When it comes to securing your digital assets, choosing the right wallet is essential. So what makes a secure crypto wallet? First, look for hardware wallet support. Hardware wallets like Ledger and Trezor offer an additional layer of security by storing your private keys offline on a physical device. Secondly, choosing an open-source wallet is important. Open-source software allows the code to be audited and scrutinized by a wider community, which can help identify and fix security vulnerabilities more quickly. Finally, opting for a wallet that has undergone public audits can also provide greater assurance of security. Public audits by third-party security experts can help identify and address any potential weaknesses in the wallet's code or infrastructure, giving you greater confidence in your wallet's security.
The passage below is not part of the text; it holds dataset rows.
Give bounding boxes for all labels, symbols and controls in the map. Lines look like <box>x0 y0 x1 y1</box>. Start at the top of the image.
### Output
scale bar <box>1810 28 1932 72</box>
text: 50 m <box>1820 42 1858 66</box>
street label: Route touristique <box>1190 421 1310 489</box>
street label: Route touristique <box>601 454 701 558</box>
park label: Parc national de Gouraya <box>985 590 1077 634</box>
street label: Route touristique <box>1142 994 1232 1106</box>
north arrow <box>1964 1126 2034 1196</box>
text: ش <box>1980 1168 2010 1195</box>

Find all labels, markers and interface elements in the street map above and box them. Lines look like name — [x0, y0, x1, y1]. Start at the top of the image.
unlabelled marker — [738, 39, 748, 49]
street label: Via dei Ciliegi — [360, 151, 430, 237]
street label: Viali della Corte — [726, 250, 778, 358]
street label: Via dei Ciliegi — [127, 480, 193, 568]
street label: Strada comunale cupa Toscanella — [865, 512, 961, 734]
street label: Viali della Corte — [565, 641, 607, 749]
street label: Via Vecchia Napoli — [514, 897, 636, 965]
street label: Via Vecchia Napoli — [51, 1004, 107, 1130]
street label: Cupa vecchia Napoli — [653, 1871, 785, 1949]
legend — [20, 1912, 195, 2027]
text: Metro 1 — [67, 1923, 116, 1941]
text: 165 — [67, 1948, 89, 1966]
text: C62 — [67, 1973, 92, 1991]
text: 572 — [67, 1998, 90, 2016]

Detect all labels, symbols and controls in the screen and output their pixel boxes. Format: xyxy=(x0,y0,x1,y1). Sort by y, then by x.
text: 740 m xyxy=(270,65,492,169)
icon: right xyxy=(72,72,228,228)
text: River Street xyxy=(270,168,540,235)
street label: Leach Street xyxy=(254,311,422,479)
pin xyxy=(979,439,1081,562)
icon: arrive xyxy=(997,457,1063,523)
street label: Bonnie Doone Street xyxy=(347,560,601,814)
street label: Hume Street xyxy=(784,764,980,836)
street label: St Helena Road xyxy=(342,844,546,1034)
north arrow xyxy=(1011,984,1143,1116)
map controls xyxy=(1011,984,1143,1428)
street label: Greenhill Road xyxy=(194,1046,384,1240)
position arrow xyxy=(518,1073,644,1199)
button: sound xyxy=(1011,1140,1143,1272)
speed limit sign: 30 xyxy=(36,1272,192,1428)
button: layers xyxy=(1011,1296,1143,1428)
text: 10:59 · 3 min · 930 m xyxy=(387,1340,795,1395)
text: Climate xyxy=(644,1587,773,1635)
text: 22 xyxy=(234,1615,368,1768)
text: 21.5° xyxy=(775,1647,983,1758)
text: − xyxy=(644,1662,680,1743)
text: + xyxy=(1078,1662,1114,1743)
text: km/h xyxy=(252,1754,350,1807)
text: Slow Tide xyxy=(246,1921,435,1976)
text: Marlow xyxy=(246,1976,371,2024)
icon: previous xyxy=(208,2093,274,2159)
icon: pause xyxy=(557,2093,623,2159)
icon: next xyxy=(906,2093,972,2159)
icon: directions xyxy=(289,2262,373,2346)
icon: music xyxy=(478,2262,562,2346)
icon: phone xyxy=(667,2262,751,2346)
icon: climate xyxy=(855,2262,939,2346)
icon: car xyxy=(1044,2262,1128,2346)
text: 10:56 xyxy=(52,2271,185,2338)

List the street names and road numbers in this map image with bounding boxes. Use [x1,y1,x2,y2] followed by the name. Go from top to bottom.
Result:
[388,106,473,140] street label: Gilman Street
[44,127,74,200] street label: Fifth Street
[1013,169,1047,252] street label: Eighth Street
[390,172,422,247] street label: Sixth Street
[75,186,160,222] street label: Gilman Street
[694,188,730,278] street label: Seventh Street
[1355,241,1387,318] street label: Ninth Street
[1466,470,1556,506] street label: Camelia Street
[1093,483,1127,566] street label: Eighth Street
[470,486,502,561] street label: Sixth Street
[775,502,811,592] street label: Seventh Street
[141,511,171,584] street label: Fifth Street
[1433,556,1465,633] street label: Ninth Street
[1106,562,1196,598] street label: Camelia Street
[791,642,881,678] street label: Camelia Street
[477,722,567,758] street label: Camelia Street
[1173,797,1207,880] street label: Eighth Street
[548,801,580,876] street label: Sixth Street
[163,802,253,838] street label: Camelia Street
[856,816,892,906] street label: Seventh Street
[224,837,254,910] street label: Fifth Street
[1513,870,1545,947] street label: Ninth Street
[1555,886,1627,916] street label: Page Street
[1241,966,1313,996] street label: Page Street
Safely storing your private keys is crucial when it comes to securing your digital assets. Self-custodial wallets give you full control over your money, but that also means you're solely responsible for keeping your private keys safe. One of the most secure ways to store your private keys is to write them down on a piece of paper and keep them offline in a safe place. Be sure to make multiple copies in case you lose one copy, but always keep them secure and away from prying eyes. It's also important to never share your private keys with anyone. Your private keys are the only way to access your digital assets, and sharing them with someone could put your funds at risk.
Your private keys are unique, secret codes that allow you to access your digital assets and make transactions on the blockchain. Your recovery phrase, also known as a seed phrase or backup phrase, is a string of words that can be used to recover your wallet and private keys in case you lose your device or forget your password. Your seed phrase is usually a list of 12 or 24 words that are randomly generated and provided to you when you first create your wallet.
In addition to BlockWallet, other crypto wallets that are Metamask alternatives include Coinbase Wallet, Trust Wallet, Math Wallet, Atomic Wallet, GameStop Wallet, or Guarda Wallet.